* DATASET CONTENT
——
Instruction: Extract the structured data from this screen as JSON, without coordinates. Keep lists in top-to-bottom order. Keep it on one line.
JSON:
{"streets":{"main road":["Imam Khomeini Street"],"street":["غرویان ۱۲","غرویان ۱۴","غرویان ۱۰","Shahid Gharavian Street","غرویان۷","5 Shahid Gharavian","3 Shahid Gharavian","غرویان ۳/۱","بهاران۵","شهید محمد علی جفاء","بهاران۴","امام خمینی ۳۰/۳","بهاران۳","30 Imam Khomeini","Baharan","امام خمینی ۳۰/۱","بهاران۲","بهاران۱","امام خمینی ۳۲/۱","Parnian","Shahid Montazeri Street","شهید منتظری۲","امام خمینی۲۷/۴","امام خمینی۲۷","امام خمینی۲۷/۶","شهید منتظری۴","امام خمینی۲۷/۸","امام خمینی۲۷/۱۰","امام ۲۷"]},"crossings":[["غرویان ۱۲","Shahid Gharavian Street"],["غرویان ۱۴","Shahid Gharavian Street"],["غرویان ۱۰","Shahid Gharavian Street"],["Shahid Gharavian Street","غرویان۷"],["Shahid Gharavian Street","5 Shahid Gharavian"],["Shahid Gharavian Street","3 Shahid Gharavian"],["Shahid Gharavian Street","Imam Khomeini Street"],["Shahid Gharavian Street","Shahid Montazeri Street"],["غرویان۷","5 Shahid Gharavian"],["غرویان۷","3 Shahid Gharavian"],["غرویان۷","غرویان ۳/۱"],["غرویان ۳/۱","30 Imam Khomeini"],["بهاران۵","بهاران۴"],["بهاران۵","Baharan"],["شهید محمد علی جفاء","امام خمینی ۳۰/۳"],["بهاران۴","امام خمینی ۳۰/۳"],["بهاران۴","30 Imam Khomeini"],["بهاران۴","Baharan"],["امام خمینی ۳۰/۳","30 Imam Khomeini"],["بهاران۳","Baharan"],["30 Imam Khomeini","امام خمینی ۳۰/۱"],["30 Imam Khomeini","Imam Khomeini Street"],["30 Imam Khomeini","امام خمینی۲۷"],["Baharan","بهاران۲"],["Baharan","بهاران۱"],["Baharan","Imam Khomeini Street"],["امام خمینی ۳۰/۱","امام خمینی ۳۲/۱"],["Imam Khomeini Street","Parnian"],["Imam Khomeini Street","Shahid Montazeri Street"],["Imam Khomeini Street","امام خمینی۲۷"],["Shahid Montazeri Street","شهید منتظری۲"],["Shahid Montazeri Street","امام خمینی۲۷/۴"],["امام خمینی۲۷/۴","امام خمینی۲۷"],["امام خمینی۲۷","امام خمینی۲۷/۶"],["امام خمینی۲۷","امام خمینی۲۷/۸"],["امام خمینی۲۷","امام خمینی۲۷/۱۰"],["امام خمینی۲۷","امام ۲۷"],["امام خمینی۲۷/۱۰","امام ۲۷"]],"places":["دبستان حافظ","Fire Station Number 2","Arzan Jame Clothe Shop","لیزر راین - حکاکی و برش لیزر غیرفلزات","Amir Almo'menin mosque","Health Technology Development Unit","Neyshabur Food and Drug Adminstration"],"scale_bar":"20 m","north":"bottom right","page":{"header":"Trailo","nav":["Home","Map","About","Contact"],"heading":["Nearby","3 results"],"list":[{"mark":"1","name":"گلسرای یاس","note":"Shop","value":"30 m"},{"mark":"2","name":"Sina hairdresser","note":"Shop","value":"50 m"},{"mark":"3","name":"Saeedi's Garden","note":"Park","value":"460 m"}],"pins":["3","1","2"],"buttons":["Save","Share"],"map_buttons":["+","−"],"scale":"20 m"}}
——
* TASK DESCRIPTION
Show every line of the data in which the word "JSON" appears.

* SOLUTION FOR THIS PROBLEM
Instruction: Extract the structured data from this screen as JSON, without coordinates. Keep lists in top-to-bottom order. Keep it on one line.
JSON:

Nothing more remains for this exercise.